Apogonia sossiana

Scientific classification
- Kingdom: Animalia
- Phylum: Arthropoda
- Clade: Pancrustacea
- Class: Insecta
- Order: Coleoptera
- Suborder: Polyphaga
- Infraorder: Scarabaeiformia
- Family: Scarabaeidae
- Genus: Apogonia
- Species: A. sossiana
- Binomial name: Apogonia sossiana Kolbe, 1914

= Apogonia sossiana =

- Genus: Apogonia
- Species: sossiana
- Authority: Kolbe, 1914

Species of beetle

Apogonia sossiana is a species of beetle of the family Scarabaeidae. It is found in Tanzania.

== Description ==
Adults reach a length of about 6.75 mm. They are similar to Apogonia subaenea, but somewhat slimmer. The frons
is less broad, the clypeus weakly emarginate. The pronotum is somewhat narrower, but otherwise similar.
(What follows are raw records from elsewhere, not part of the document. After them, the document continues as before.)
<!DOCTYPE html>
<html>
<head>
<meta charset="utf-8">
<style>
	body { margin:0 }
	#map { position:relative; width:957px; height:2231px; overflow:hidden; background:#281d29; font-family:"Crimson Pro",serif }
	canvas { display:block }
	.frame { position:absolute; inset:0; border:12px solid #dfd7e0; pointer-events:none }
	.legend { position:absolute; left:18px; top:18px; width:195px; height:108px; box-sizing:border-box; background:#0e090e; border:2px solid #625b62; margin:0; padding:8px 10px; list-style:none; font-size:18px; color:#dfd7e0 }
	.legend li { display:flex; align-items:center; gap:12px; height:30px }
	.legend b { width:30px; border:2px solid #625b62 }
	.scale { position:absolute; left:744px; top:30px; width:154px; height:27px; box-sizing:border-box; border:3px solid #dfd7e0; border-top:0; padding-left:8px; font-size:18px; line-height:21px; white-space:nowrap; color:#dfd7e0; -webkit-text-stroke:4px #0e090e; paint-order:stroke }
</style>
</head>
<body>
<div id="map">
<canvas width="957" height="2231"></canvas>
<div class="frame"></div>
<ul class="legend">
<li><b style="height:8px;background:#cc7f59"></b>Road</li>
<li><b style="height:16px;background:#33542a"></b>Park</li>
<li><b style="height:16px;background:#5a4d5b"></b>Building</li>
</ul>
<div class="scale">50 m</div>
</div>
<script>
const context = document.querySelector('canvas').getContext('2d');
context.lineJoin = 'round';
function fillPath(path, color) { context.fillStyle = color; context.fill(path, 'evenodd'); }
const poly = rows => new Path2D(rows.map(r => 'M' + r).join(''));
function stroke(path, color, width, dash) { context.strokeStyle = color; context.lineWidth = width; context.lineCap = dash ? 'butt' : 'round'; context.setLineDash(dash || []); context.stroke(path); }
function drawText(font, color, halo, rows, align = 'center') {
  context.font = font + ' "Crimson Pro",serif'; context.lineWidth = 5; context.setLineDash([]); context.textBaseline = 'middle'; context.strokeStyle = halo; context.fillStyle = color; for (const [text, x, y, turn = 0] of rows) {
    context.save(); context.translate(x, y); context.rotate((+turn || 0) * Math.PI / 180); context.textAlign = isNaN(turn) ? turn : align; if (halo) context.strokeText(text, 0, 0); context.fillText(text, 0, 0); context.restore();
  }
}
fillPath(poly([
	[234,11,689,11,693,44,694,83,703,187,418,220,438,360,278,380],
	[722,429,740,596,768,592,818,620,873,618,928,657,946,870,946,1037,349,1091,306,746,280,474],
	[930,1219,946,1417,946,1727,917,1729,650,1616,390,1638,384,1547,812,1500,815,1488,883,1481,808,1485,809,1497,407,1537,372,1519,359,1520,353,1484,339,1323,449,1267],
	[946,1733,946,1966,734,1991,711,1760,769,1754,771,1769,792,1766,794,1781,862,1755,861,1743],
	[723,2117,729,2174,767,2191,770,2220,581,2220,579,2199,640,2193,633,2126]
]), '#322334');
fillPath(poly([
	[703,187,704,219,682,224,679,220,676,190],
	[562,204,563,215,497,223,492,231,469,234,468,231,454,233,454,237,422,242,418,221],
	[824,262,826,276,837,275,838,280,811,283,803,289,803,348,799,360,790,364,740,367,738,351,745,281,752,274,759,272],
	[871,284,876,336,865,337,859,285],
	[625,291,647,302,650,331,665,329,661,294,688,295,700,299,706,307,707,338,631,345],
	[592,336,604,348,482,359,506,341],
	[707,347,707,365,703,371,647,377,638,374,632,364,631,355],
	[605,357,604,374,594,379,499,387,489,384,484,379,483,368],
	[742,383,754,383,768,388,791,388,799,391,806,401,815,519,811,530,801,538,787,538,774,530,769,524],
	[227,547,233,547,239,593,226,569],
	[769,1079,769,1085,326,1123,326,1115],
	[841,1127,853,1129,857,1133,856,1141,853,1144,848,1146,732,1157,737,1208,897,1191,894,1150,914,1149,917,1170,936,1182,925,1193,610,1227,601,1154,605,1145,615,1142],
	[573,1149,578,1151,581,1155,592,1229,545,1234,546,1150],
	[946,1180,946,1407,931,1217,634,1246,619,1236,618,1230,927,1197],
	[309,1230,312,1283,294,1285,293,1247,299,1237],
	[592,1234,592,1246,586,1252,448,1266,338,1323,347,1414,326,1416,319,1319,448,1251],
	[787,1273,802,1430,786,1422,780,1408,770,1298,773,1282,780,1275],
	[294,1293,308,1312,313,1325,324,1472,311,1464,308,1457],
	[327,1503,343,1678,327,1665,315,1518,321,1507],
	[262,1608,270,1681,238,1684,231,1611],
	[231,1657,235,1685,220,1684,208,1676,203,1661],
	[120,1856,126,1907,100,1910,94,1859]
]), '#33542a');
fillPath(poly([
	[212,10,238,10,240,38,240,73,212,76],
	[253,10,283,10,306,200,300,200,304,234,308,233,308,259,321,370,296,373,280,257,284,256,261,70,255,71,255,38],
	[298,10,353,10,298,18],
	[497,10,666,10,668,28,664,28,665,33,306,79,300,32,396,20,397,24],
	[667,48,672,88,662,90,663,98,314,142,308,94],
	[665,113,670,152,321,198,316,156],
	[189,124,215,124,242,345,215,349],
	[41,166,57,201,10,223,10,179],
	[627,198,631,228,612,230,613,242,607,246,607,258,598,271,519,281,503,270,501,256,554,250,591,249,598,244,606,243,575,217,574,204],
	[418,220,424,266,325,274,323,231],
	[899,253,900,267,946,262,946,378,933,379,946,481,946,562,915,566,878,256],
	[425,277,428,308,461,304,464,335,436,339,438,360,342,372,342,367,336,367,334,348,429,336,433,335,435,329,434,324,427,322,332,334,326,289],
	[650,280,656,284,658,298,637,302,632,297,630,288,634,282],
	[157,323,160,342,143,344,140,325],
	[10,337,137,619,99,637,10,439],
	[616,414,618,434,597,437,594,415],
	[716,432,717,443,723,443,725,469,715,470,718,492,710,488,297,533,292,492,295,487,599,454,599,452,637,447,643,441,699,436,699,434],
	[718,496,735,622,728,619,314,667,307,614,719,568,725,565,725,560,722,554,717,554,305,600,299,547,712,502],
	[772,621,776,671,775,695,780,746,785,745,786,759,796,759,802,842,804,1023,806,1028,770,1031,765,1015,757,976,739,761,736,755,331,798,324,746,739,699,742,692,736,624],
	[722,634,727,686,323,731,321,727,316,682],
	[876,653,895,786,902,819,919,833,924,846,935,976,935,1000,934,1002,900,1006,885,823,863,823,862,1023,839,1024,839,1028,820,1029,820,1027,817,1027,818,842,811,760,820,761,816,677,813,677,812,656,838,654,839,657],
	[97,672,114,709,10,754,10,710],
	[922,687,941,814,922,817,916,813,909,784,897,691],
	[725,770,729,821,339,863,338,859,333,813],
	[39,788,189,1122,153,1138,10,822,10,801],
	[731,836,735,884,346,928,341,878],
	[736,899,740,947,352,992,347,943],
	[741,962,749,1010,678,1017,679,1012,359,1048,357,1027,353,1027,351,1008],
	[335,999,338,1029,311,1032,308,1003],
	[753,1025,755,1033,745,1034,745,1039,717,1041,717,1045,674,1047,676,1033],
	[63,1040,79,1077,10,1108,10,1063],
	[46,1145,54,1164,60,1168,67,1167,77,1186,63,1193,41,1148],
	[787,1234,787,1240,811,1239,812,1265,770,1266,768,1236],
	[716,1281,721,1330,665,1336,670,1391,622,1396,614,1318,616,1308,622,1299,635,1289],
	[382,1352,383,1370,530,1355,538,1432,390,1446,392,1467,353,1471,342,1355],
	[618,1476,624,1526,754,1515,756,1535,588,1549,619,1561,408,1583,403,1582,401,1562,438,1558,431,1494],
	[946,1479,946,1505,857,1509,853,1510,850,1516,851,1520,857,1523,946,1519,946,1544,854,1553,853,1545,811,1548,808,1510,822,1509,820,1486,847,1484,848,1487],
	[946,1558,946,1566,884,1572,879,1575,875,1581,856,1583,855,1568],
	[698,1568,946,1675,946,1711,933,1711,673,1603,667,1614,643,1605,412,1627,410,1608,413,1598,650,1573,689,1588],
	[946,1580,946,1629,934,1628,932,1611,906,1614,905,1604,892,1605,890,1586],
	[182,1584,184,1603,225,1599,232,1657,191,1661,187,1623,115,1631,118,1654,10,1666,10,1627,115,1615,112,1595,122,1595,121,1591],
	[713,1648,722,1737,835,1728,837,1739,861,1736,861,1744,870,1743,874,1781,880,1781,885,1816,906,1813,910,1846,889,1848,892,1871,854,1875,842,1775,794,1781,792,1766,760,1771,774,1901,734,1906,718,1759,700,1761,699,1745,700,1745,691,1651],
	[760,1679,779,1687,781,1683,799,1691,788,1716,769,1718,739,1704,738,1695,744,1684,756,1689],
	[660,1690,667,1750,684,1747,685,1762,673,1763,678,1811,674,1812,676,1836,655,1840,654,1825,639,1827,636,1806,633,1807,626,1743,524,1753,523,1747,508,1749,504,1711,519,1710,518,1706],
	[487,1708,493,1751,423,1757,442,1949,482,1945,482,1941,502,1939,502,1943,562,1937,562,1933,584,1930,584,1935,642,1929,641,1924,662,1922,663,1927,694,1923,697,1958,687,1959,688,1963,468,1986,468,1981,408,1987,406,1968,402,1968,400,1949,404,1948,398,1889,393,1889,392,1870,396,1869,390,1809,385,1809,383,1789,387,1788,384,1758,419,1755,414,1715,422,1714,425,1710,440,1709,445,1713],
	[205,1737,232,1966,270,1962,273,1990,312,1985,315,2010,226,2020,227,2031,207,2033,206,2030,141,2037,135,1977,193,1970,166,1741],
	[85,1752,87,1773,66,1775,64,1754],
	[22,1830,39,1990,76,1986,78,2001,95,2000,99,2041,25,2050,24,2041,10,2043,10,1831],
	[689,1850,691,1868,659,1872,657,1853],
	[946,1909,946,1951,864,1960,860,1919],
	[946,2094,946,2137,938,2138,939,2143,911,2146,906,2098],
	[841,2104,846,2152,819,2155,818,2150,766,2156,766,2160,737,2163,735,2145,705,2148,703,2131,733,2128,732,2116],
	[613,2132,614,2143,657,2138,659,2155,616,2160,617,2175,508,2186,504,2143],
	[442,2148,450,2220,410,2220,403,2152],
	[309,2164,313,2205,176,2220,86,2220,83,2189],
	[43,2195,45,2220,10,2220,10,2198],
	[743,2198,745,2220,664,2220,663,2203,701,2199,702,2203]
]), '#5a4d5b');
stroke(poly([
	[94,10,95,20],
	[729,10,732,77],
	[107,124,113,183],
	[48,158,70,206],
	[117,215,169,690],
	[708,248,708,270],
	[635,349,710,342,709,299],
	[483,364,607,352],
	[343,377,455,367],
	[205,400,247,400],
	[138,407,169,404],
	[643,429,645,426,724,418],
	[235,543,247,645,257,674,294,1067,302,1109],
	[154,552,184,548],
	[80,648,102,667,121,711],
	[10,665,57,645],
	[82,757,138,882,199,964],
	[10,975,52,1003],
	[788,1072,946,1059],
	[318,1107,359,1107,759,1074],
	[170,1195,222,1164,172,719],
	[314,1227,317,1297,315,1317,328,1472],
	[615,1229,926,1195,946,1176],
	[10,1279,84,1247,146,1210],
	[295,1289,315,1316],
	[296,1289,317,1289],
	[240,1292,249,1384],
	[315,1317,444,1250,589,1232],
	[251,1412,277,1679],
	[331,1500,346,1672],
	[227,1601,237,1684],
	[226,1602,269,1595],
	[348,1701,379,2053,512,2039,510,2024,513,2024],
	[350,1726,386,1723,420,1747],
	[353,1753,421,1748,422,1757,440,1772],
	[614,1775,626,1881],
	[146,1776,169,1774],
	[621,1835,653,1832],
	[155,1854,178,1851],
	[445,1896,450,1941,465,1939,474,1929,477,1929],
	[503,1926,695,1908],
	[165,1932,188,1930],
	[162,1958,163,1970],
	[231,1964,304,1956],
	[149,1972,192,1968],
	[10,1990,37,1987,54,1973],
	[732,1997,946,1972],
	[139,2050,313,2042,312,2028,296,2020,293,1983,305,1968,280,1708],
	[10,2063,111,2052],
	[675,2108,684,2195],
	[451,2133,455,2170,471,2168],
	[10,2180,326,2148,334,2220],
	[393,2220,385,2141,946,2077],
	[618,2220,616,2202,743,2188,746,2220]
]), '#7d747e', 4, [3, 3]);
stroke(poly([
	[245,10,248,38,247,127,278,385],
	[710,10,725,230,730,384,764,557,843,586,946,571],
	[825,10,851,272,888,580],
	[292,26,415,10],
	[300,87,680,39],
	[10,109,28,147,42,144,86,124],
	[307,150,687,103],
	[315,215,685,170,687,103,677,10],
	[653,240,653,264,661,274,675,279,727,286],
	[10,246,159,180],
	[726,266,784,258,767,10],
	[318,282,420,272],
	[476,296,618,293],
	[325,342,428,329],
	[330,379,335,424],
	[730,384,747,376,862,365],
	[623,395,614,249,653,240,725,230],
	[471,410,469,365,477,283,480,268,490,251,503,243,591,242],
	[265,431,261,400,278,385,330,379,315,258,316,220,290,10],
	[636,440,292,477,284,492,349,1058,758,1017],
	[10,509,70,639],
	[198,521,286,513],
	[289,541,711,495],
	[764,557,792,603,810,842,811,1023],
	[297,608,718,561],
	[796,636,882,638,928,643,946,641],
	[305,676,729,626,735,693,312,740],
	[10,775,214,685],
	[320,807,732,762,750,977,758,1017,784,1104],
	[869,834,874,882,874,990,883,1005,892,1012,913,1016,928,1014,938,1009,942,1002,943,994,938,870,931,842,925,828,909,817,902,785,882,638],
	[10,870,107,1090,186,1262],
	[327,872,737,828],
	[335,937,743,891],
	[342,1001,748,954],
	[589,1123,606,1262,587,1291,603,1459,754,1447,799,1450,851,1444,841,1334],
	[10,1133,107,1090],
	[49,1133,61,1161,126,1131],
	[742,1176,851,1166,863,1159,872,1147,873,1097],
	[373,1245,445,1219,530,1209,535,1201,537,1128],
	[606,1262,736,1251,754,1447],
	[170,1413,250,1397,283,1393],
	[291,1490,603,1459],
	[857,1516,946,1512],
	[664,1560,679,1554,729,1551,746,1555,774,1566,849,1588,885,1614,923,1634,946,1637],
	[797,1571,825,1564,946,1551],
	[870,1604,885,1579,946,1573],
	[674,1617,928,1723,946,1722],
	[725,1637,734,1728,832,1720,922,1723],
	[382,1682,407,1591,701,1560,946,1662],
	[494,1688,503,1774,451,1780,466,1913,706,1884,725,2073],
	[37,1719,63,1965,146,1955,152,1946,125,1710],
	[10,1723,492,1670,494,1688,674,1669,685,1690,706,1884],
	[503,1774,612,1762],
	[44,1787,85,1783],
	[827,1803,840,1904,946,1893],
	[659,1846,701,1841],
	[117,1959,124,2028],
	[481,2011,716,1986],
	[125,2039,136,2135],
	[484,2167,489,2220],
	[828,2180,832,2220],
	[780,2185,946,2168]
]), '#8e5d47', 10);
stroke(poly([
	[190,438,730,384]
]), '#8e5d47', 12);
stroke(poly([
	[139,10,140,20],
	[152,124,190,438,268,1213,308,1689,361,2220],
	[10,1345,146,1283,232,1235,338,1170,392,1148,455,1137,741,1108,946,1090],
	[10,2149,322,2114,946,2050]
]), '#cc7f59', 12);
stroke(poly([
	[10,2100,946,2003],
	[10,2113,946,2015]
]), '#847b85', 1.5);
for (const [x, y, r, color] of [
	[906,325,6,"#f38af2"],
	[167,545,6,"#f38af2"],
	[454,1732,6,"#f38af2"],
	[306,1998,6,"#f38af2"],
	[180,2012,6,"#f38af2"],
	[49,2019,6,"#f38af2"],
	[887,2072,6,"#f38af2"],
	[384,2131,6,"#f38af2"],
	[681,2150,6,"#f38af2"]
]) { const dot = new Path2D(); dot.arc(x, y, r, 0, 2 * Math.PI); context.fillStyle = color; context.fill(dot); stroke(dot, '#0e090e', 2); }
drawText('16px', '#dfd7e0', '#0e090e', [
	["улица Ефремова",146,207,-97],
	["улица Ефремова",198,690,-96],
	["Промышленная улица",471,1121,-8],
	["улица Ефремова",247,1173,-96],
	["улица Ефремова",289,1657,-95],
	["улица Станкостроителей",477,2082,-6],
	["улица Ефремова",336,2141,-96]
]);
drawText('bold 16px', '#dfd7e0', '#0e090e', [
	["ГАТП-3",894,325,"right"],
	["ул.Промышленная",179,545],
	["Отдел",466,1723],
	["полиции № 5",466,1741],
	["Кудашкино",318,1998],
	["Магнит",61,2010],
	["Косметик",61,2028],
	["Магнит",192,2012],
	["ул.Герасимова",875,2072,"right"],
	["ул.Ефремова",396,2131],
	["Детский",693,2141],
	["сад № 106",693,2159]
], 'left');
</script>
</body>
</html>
The scutellum is also narrower. The elytra appear somewhat less bulbous and the ribs are less prominent. The legs, especially the hind legs, are more robustly built. The pygidium is much more densely and finely punctate and has a median longitudinal groove. The abdomen is more densely punctate. The punctures all bear a strong bristle.